Lecture 8: Regression, Part 2 | Modeling Social Data

This was the second lecture on the theory and practice of regression, focused on model complexity and generalization.

We started with an applied modeling problem: understanding how internet browsing activity varies by age and gender. We saw that there’s a lot more to modeling than just optimization, with many important steps along the way that range from collecting and specifying outcomes and predictors, to determining the form of a model, to assessing performance and interpreting results. We found that including quadratic terms for age and interacting gender with age gave a reasonable model, at least in terms of visually matching empirical aggregates.
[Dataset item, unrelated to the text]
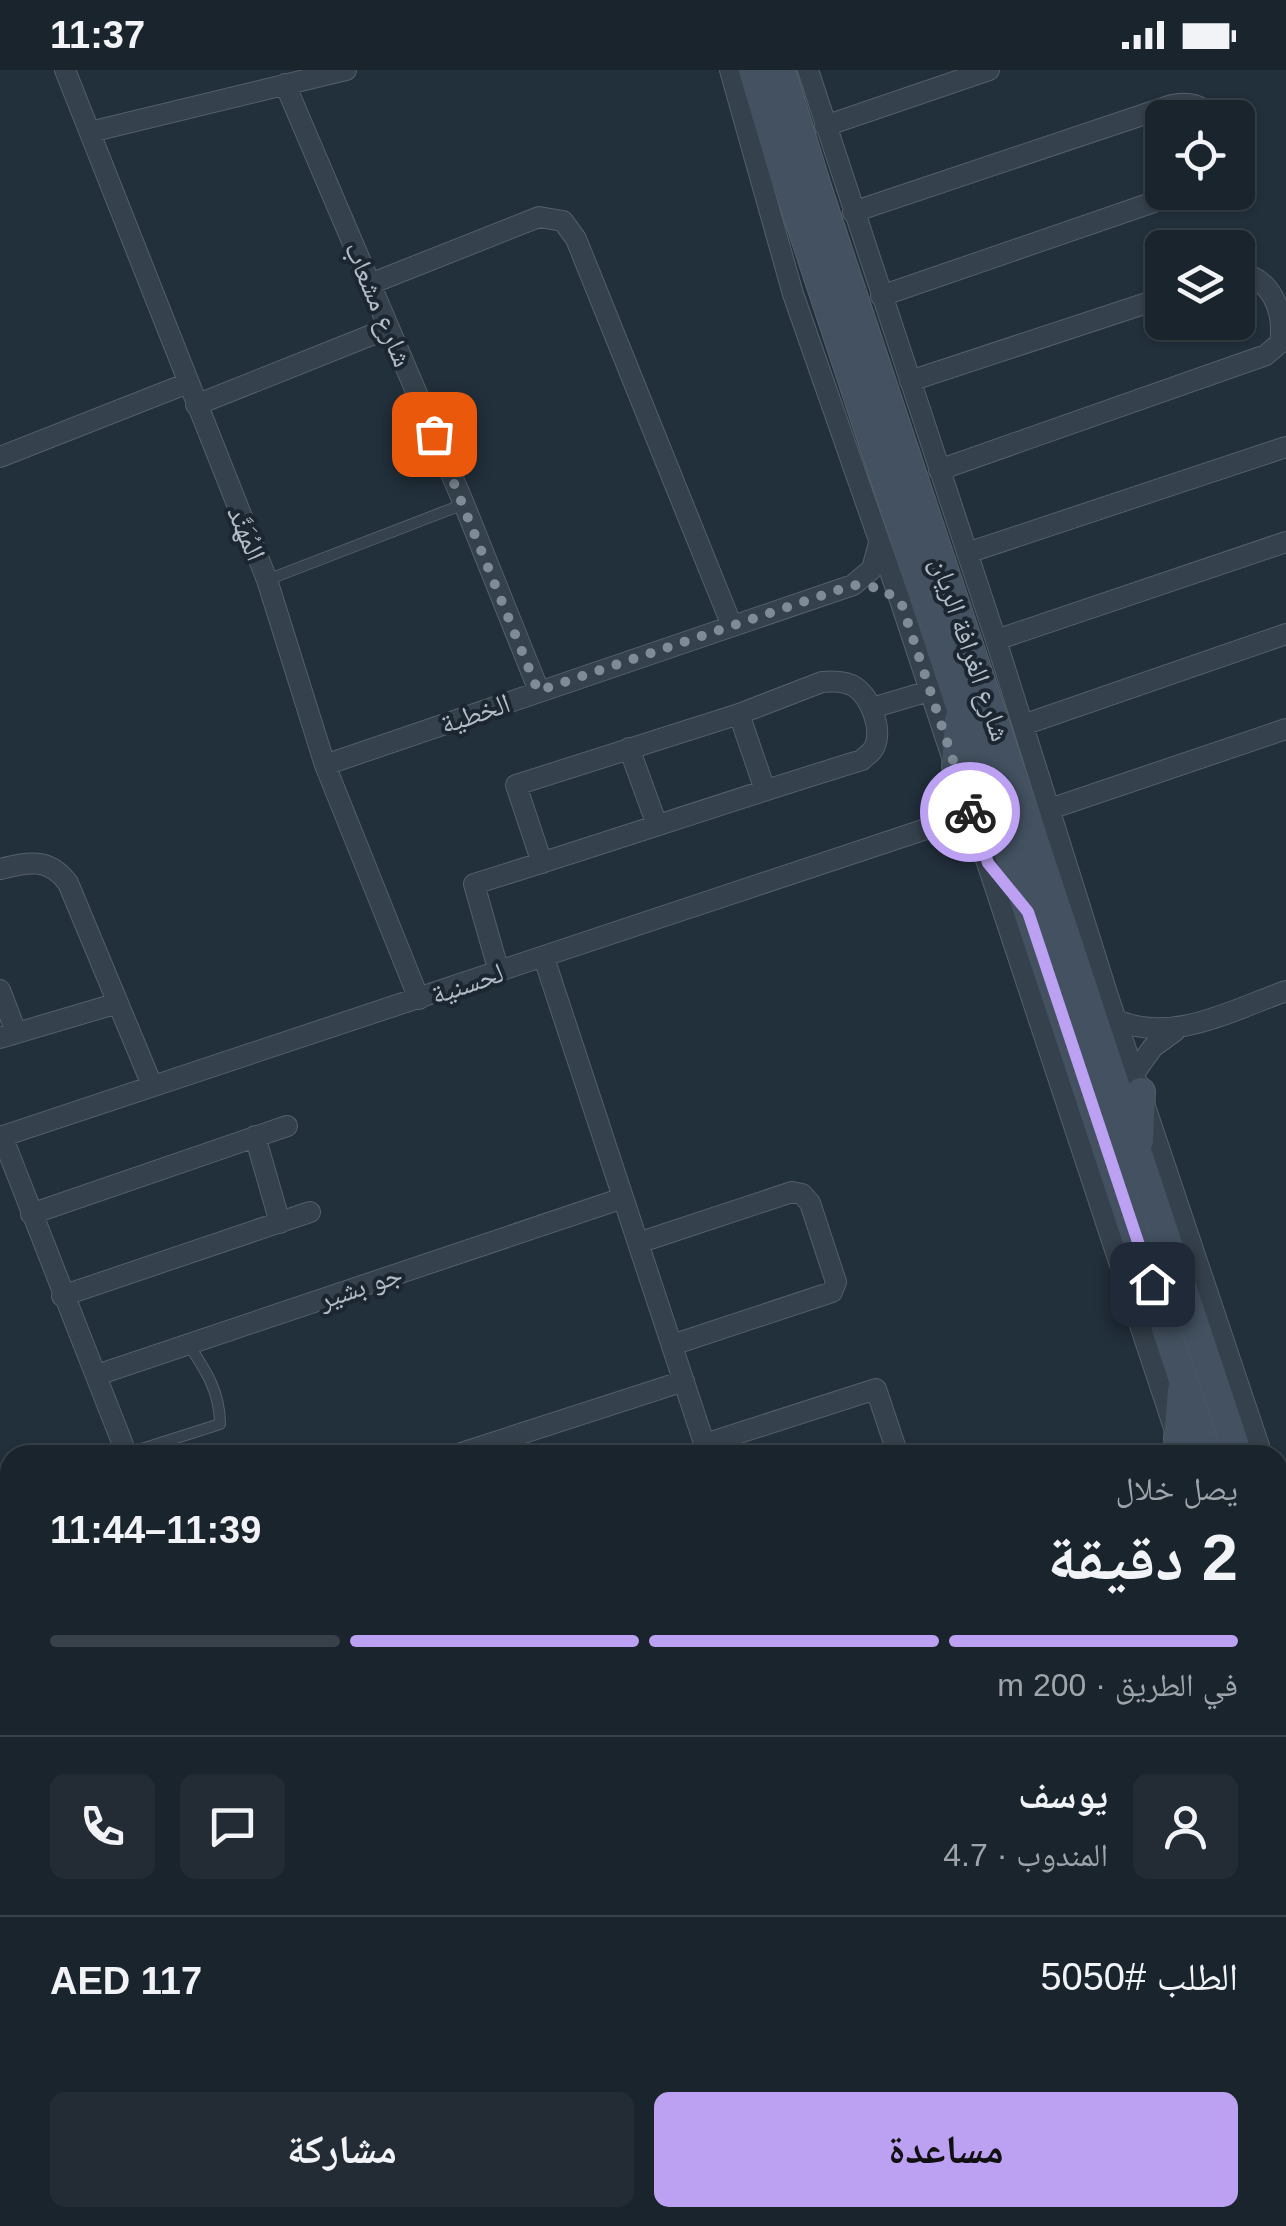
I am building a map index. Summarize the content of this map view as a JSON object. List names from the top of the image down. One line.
{"streets":{"main road":["شارع الغرافة الريان"],"street":["شارع مشعاب","المُهَنَّد","الخطية","لحسنية","جو بشير"]},"crossings":[["شارع مشعاب","الخطية"],["المُهَنَّد","الخطية"],["المُهَنَّد","لحسنية"]],"page":{"status":"11:37","heading":["2 دقيقة","يصل خلال","11:39–11:44"],"panel":["يوسف","المندوب · 4.7","الطلب #5050","AED 117"],"bar":"في الطريق · 200 m","buttons":["مساعدة","مشاركة"]}}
See the linear models notebook up on Github for more details.

Then we talked about two high-level points. First, quantifying model fit and second, knowing when to stop fitting. In this case, that translates to asking “how good is a quadratic fit” and “why shouldn’t I use a cubic, or quartic, etc.?” or “should I add another interaction?”

To the first point, we discussed root mean squared error (RMSE) and the coefficient of determination ( $R^2$ ) as sensible metrics of model fit. RMSE is just the squared loss function we discussed last time, with a square root to adjust units to match those of the outcome we’re trying to predict. It’s useful when we already have a sense of absolute scale for “what’s good”. The coefficient of determination, on the other hand, captures the fraction of variance in outcomes explained by the model, and is useful when we don’t have such a scale or are comparing across different problems. We showed that this is the same as comparing the mean squared error (MSE) of the model to the MSE of a simple baseline where we always predict the average outcome. Finally, we discussed the connection between Pearson’s correlation coefficient and $R^2$ . See here for a proof that the latter is in fact the square of the former. See the model evaluation notebook on Github for details.
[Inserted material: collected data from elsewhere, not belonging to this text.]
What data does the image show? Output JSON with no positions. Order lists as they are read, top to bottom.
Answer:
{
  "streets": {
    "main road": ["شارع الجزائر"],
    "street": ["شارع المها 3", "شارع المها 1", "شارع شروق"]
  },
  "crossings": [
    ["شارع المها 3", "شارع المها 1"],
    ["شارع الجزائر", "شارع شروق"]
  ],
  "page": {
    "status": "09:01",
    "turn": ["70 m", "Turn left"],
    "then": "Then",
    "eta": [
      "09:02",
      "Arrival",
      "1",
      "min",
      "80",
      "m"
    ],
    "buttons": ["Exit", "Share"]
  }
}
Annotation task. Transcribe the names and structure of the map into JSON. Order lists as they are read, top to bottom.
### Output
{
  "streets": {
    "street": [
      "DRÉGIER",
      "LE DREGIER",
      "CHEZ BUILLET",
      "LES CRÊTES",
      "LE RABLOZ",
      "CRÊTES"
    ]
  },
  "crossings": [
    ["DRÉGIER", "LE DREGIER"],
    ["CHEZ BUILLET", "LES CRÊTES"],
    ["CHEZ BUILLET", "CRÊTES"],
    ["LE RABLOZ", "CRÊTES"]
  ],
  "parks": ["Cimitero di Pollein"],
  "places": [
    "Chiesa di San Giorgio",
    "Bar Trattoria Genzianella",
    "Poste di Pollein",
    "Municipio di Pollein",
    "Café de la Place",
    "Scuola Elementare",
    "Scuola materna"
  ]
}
Applying both of these metrics to the pageview dataset, we saw that while there were systematic trends in typical viewing behavior by age and gender, there was still a surprisingly large amount of variation in individual activity for people of the same age and gender.
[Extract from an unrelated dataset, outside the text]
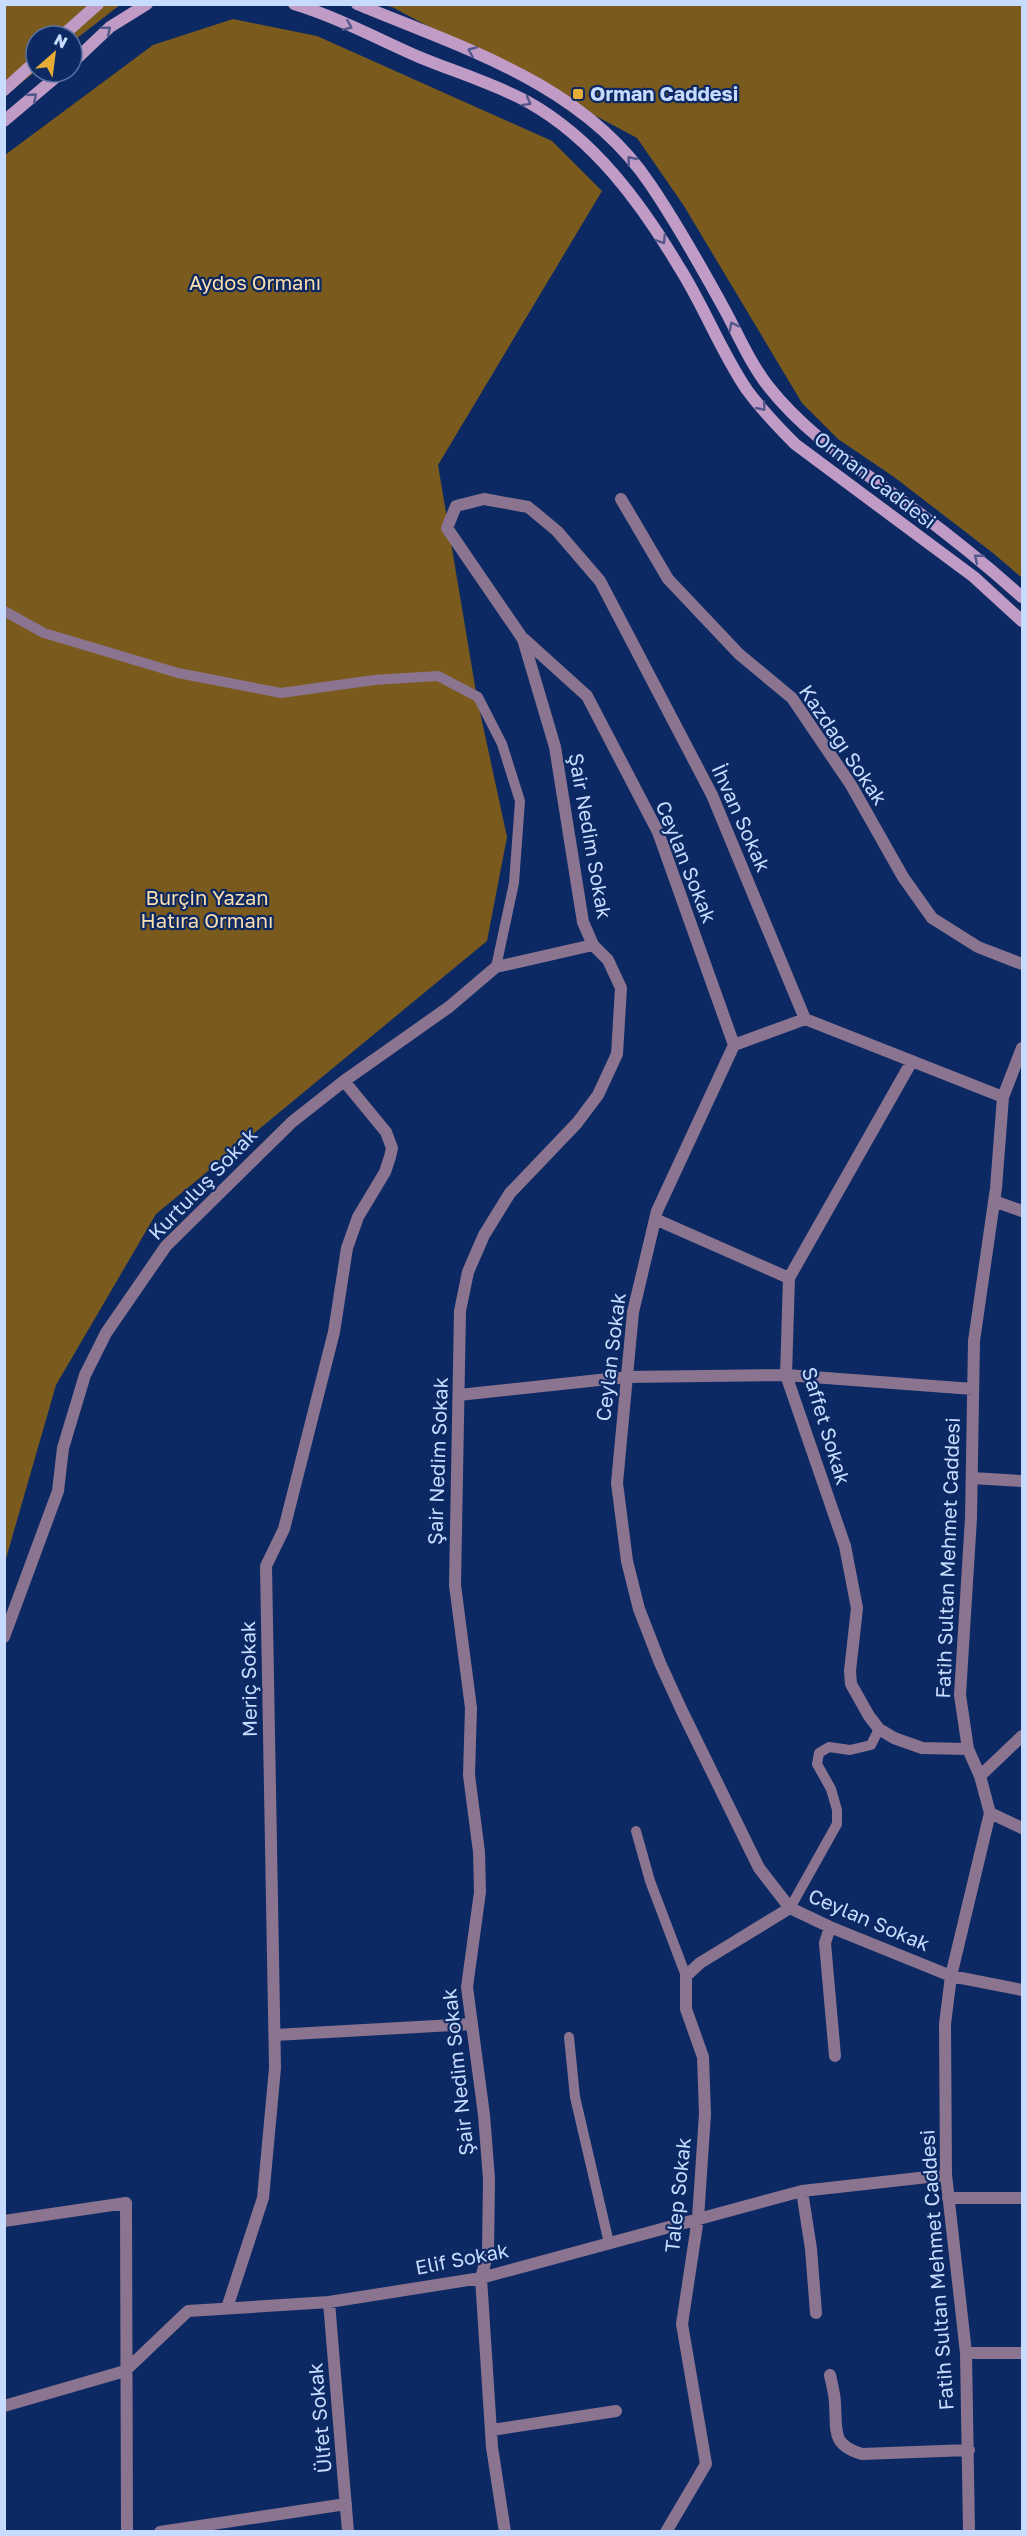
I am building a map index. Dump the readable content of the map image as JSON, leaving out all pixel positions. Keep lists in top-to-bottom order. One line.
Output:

This led us to our second high-level topic, the question of complexity control: How complicated should we make our model? We discussed the idea of generalization error, and how we’d like models that are both complex enough to account for the past and simple enough to predict the future. Cross-validation is the most common approach to navigating this tradeoff, where we divide our data into a training set for fitting models, a validation set for comparing these different fits, and a test set that’s used once (and only once) to quote the expected future performance of the model we end up selecting. We talked about k-fold cross-validation as a more statistically robust version of estimating generalization error. See the complexity control notebook on Github for details.

We also phrased this issue in terms of the bias-variance tradeoff. Simple models are likely biased in that they systematically misrepresent the world, and would do so even with an infinite amount of data. At the same time, estimating a simple model is a low variance procedure in that our results don’t change substantially when we fit it on different samples of data. More flexible models, on the other hand, have little bias and can capture more complex patterns in the world. The downside is that this flexibility also renders such models sensitive to noise, often leading to high variance, or drastically different results with different samples of the data.

We concluded lecture with a brief discussion of regularization as a way of modifying loss functions to improve the generalization error of our models by explicitly balancing the fit to the training data with the “complexity” of the model. The idea is that introducing some bias in our models is sometimes a good idea if the corresponding reduction in variance is enough to lower the mean squared error.

See Github for an introduction to glmnet as well as this interactive Shiny App to explore regularization.

References:

Chapter 2 of An Introduction to Statistical Learning on the bias-variance tradeoff
Section 1.4 of Advanced Data Analysis from an Elementary Point of View on the same, with a more detailed derivation
Chapter 5 of An Introduction to Statistical Learning and 3 of Advanced Data Analysis from an Elementary Point of View on resampling and cross-validation
Recent work on using differentially private mechanisms for reusing holdout sets
Chapters 23 and 24 of R for Data Science
The modelr and tidymodels packages in R
The glmnet vignette